He describes his approach thus: ‘I don’t recall ever having challenged a scent in this way. Firstly, in a physical, hedonistic way, because I wanted to snatch the fragrance of these flowers from the dawn sky, together with that of the foliage that envelops them. And then, in a cerebral way, I worked on the coolness of its aura, the delicacy of its opalescence and the ethereal nature of its existence.’
[...] Sadly, 'Muguet Porcelaine' is Jean-Claude Ellena’s final perfume as Hermès’ in-house perfumer, but it’s a sparkling swansong: this is what we call going out on a high.
— Read more at 'Muguet Porcelaine': Jean-Claude Ellena’s sparkling swansong for Hermès at Wallpaper.

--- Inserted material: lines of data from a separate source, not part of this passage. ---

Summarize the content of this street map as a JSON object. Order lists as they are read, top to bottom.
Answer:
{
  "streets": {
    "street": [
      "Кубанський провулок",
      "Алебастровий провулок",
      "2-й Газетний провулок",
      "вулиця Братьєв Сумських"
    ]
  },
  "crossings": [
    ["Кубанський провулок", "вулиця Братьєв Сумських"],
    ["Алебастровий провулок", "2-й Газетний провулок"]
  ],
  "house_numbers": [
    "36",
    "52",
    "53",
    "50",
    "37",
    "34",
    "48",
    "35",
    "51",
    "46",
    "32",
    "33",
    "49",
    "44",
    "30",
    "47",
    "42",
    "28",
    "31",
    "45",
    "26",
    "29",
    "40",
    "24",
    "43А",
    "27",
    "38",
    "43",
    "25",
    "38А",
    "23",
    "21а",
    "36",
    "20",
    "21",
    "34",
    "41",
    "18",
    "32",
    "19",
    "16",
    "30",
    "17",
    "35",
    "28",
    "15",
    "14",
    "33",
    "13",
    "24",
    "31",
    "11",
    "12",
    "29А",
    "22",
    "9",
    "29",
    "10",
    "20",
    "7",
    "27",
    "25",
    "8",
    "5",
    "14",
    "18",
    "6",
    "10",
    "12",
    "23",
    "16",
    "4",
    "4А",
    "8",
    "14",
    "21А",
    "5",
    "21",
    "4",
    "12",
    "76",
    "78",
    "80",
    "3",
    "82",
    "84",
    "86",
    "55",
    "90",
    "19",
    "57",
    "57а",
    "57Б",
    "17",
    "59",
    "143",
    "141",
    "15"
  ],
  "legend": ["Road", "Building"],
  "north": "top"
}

Thanks for this Robin, what a wonderful way of describing the aim of making a perfume. Must make sure I try this soon.
He does know how to talk to the press 🙂
I never understood he was coing to quit. I just hope he doesn’t rerire entirely.
It would be intetesting to learn how he created a true LOTV smell. Edmond Roudnitska could do it thanks to Hydroxy Citronellal, which smells like the most skeletal aspect of the flower. And that aroma-chemical is banned completely, I think.
He’s been talking about retiring for a few years. I guess this is the last. No idea if he’ll do anything with other brands now.
If only reality reflected the rhetoric! All I got from Muguet Porcelaine is melon and cucumber… horrible!
There’s always Diorissimo 🙂
I don’t know I think Diorissimo s reformulation is awful, the rendition so pale.
I like Guerlain Muguet the best right now, more feminine and classic than the Hermes.
What a lovely piece, I hope it is good, I haven’t tried it.